Sebastian Kurz, szef austriackiej dyplomacji wyraził sprzeciw wobec planów otwarcia kolejnych rozdziałów w negocjacjach o przystąpieniu Turcji do UE. – Nie ma warunków do dalszych rozmów – ocenił polityk. Co więcej, jego zdaniem umowa z Turcją nie zostanie dotrzymana, a Unia problem napływu uchodźców będzie musiała rozwiązać sama.

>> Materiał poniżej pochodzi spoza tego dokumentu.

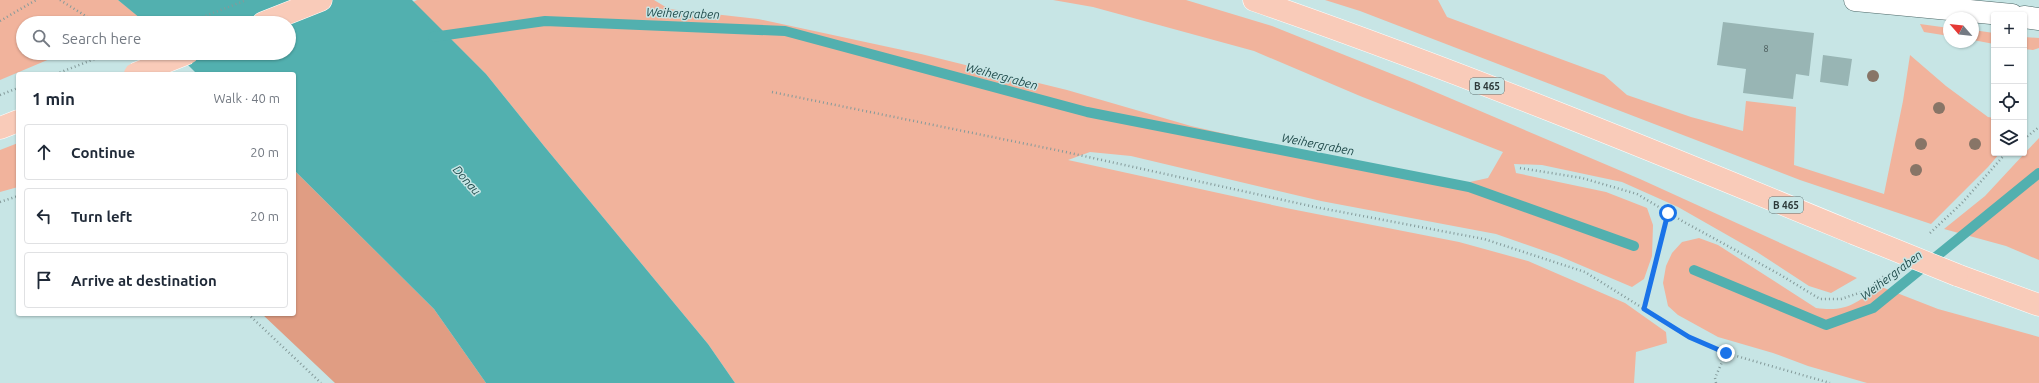 <!DOCTYPE html>
<html lang="en">
<head>
<meta charset="utf-8">
<style>
	:root { --surface:#fff; --page:#f6f6f7; --text:#1f2937; --muted:#747a83; --line:#e0e1e3 }
	body { margin:0; font-family:Ubuntu,sans-serif; background:var(--page); color:var(--text) }
	.controls { position:absolute; right:12px; top:12px; display:grid; overflow:hidden; border-radius:4px; box-shadow:0 1px 3px #0004 }
	.controls button { width:36px; height:36px; display:grid; place-items:center; padding:0; border:0; border-bottom:1px solid var(--line); background:var(--surface); color:var(--text); font:20px sans-serif }
	.compass { position:absolute; left:1943px; top:12px; width:36px; height:36px; border-radius:50%; background:var(--surface); box-shadow:0 1px 3px #0004; rotate:298deg }
	.stop { position:absolute; width:12px; height:12px; margin:-9px; border:3px solid #1a73e8; border-radius:50%; background:#fff }
	.stop.end { background:#1a73e8; border-color:#fff; box-shadow:0 1px 4px #0008 }
	.list { margin:0; padding:0; list-style:none }
	h2 { display:flex; justify-content:space-between; align-items:center; height:52px; margin:0; padding:0 16px; font-size:17px }
	h2 small { font-size:13px; font-weight:400; color:var(--muted) }
	.list li { display:grid; grid-template-columns:26px 1fr auto; gap:12px; align-items:center; box-sizing:border-box; height:56px; margin:0 8px 8px; padding:0 8px; border:1px solid var(--line); border-radius:4px }
	.list b { display:block; font-size:15px; white-space:nowrap }
	.list em { font-size:13px; font-style:normal; color:var(--muted) }
	.icon { flex:none; width:22px; height:22px; fill:none; stroke:currentColor; stroke-width:2; stroke-linecap:round; stroke-linejoin:round }
	.map { position:relative; flex:none; width:2039px; height:383px; overflow:hidden }
	.search { position:absolute; background:var(--surface); box-shadow:0 1px 3px #0004; left:16px; top:16px; width:280px; height:44px; display:flex; align-items:center; gap:10px; box-sizing:border-box; padding:0 14px; border-radius:22px; color:var(--muted); font-size:15px }
	.panel { position:absolute; background:var(--surface); box-shadow:0 1px 3px #0004; left:16px; top:72px; width:280px; height:244px; border-radius:4px }
	.map>svg:first-child { display:block }
	.green { fill:#f1b39c }
	.forest { fill:#e09d83 }
	.water { fill:#52b0af }
	.lines { fill:none; stroke-linecap:round; stroke-linejoin:round }
	.stream { stroke:#52b0af; stroke-width:10 }
	.building { fill:#98b5b4 }
	.minor-casing { stroke:#4b6666; stroke-width:23 }
	.major-casing { stroke:#fff; stroke-width:23 }
	.path { stroke:#849a9a; stroke-width:2.5; stroke-dasharray:1 3; stroke-linecap:butt }
	.minor { stroke:#fff; stroke-width:22 }
	.major { stroke:#f9cbb9; stroke-width:22 }
	.major-bridge-casing { stroke:#fff; stroke-width:23; stroke-linecap:butt }
	.major-bridge { stroke:#f9cbb9; stroke-width:22 }
	.tree { fill:#887567 }
	.route { stroke:#1a73e8; stroke-width:5 }
	.labels { text-anchor:middle; dominant-baseline:central; stroke-width:3; stroke-linejoin:round; paint-order:stroke }
	.number-label { font-size:9px; fill:#485858 }
	.shield { fill:#c7e5e5; stroke:#5b6d6d; stroke-width:1 }
	.shield-label { font-size:10px; font-weight:bold; fill:#2d3939 }
	.water-label { font-size:12px; font-style:italic; fill:#1f4a4a; stroke:#c7e5e5 }
</style>
</head>
<body>
<div class="map">
<svg width="2039" height="383" viewBox="0 0 2039 383">
	<rect width="100%" height="100%" fill="#c7e5e5"/>
	<path class="green" d="M0,0H118L142,19L132,23H23V53H64L0,80Z
		M417,0H654L669,9L758,19L921,54L1067,90L1191,126L1452,186L1488,178L1503,152L1360,96L1254,51L1093,7L1053,0H1186L1272,26L1412,82L1640,179L1857,278L1831,293L1809,286L1757,252L1678,207L1622,182L1542,165L1514,164L1516,173L1606,192L1647,208L1653,225L1652,256L1644,279L1632,287L1559,256L1496,234L1321,201L1131,156L1090,152L1068,160L1291,209L1459,242L1528,261L1625,303L1666,332L1667,343L1636,352L1634,383H735L708,344L544,146L486,74L413,2Z
		M1325,0H1438L1447,17L1604,75L1627,95L1691,117L1743,131L1746,101L1796,107L1794,165L1884,194L1903,101L1910,55L1946,86L1988,117L1994,118V153H2000L1988,167L1931,224L1800,180L1360,11Z
		M1920,24L1949,28V36L1924,32Z
		M1973,30L1994,33V44L1973,40Z
		M2024,37L2039,38V48L2033,50L2024,49Z
		M2039,138V260L2006,246L1944,229L1985,196Z
		M18,143V187L0,192V150Z
		M1699,238L1718,245L1816,308C1846,312 1856,304 1879,286L1938,309L2039,337V383H1867L1808,366L1773,353L1718,337L1678,315L1668,306L1663,283L1666,266L1672,253L1682,242Z"/>
	<path class="forest" d="M294,170L434,309L486,383H335L262,314H294Z"/>
	<path class="water" d="M118,0H412L486,74L544,146L708,344L735,383H486L434,309L294,170V74H197L176,53H289V23H146Z"/>
	<g class="lines">
		<path class="stream" d="M433,37L545,21L785,31L1087,112L1469,187L1634,246
			M1694,270L1826,325L1873,308L2039,173"/>
	</g>
	<path class="building" d="M1723,22L1814,33L1809,76L1796,74L1793,99L1743,93L1746,69L1717,65Z
		M1823,55L1852,59L1848,86L1820,82Z"/>
	<g class="lines">
		<defs>
			<path id="minor" d="M1855,0L2012,15
				M2024,17L2039,19"/>
			<path id="major" d="M1254,0C1456,70 1655,151 1853,233
				M263,23L321,0
				M0,128L18,121
				M1957,275L2039,305"/>
		</defs>
		<use href="#minor" class="minor-casing"/>
		<use href="#major" class="major-casing"/>
		<path class="path" d="M60,0L97,23
			M0,21L36,0
			M187,23L244,1
			M56,74L110,53
			M772,92L1061,151L1315,207L1484,239L1585,272L1689,337L1726,353L1830,383
			M0,95L18,88
			M2024,139L2039,127
			M1520,168L1582,178L1637,194L1684,222L1779,274L1820,299H1841L1868,290L1884,276
			M0,202L18,196
			M1930,233L1962,203L2006,153
			M1645,309L1668,213
			M248,314L321,383
			M1716,383L1715,378L1726,353"/>
		<use href="#minor" class="minor"/>
		<use href="#major" class="major"/>
		<defs>
			<path id="major-bridge" d="M135,74L188,53
				M1853,233L1957,275"/>
		</defs>
		<use href="#major-bridge" class="major-bridge-casing"/>
		<use href="#major-bridge" class="major-bridge"/>
	</g>
	<g class="tree">
		<circle cx="1873" cy="76" r="6"/>
		<circle cx="1939" cy="108" r="6"/>
		<circle cx="1921" cy="144" r="6"/>
		<circle cx="1975" cy="144" r="6"/>
		<circle cx="1916" cy="170" r="6"/>
	</g>
	<g class="lines">
		<path class="route" d="M1668,213L1644,309L1689,337L1726,353"/>
	</g>
	<g class="labels">
		<g class="number-label">
			<text x="1766" y="49">8</text>
		</g>
		<g class="shield">
			<rect x="1470" y="78" width="34" height="16" rx="3"/>
			<rect x="1769" y="197" width="34" height="16" rx="3"/>
		</g>
		<g class="shield-label">
			<text x="1487" y="86">B 465</text>
			<text x="1786" y="205">B 465</text>
		</g>
		<g class="water-label">
			<text transform="translate(683 13) rotate(2)">Weihergraben</text>
			<text transform="translate(1002 76) rotate(15)">Weihergraben</text>
			<text transform="translate(1318 144) rotate(11)">Weihergraben</text>
			<text transform="translate(467 180) rotate(49)">Donau</text>
			<text transform="translate(1891 275) rotate(-37)">Weihergraben</text>
		</g>
	</g>
</svg>
<div class="controls">
<button>+</button>
<button>−</button>
<button><svg class="icon" aria-label="locate" viewBox="0 0 24 24"><circle cx="12" cy="12" r="6"/><path d="M12 2v4M12 18v4M2 12h4M18 12h4"/></svg></button>
<button><svg class="icon" aria-label="layers" viewBox="0 0 24 24"><path d="M12 4l9 5-9 5-9-5zM3 14l9 5 9-5"/></svg></button>
</div>
<svg class="compass" viewBox="-18 -18 36 36"><path d="M0-13l5 13h-10z" fill="#e53935"/><path d="M0 13l5-13h-10z" fill="#747a83"/></svg>
<div class="stop" style="left:1668px;top:213px"></div>
<div class="stop end" style="left:1726px;top:353px"></div>
<div class="search"><svg class="icon" aria-label="search" viewBox="0 0 24 24"><circle cx="10" cy="10" r="6"/><path d="M15 15l6 6"/></svg>Search here</div>
<section class="panel">
<h2>1 min<small>Walk · 40 m</small></h2>
<ul class="list">
<li><svg class="icon" aria-label="ahead" viewBox="0 0 24 24"><path d="M12 20V5M6 11l6-6 6 6"/></svg><div><b>Continue</b></div><em>20 m</em></li>
<li><svg class="icon" aria-label="left" viewBox="0 0 24 24"><path d="M17 20v-9H6M10 6l-5 5 5 5"/></svg><div><b>Turn left</b></div><em>20 m</em></li>
<li><svg class="icon" aria-label="arrive" viewBox="0 0 24 24"><path d="M6 21V4h12l-3 4 3 4H6"/></svg><div><b>Arrive at destination</b></div></li>
</ul>
</section>
</div>
</body>
</html>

Unia Europejska, w myśl zawartego porozumienia zawartego z Turcją w sprawie rozwiązania kryzysu imigracyjnego, miała nieco otworzyć się na ten kraj i rozpocząć kolejne rozmowy akcesyjne oraz znieść wizy dla obywateli Turcji. W ocenie szefa austriackiej dyplomacji, Turcja nie tylko nie spełnia kryteriów zniesienia obowiązku wizowego, ale nie ma także warunków do dalszych negocjacji akcesyjnych.
Wesprzyj nas już teraz!
Kurz jest przekonany, że problem z napływem uchodźców do Europy, Unia będzie musiała rozwiązać sama, gdyż umowa między UE a Turcją o readmisji migrantów nie zostanie dotrzymana. Jego zdaniem nielegalni imigranci muszą zostać zatrzymani na granicy zewnętrznej Unii Europejskiej, stąd też potrzebne będą unijne straże: graniczna i wybrzeża.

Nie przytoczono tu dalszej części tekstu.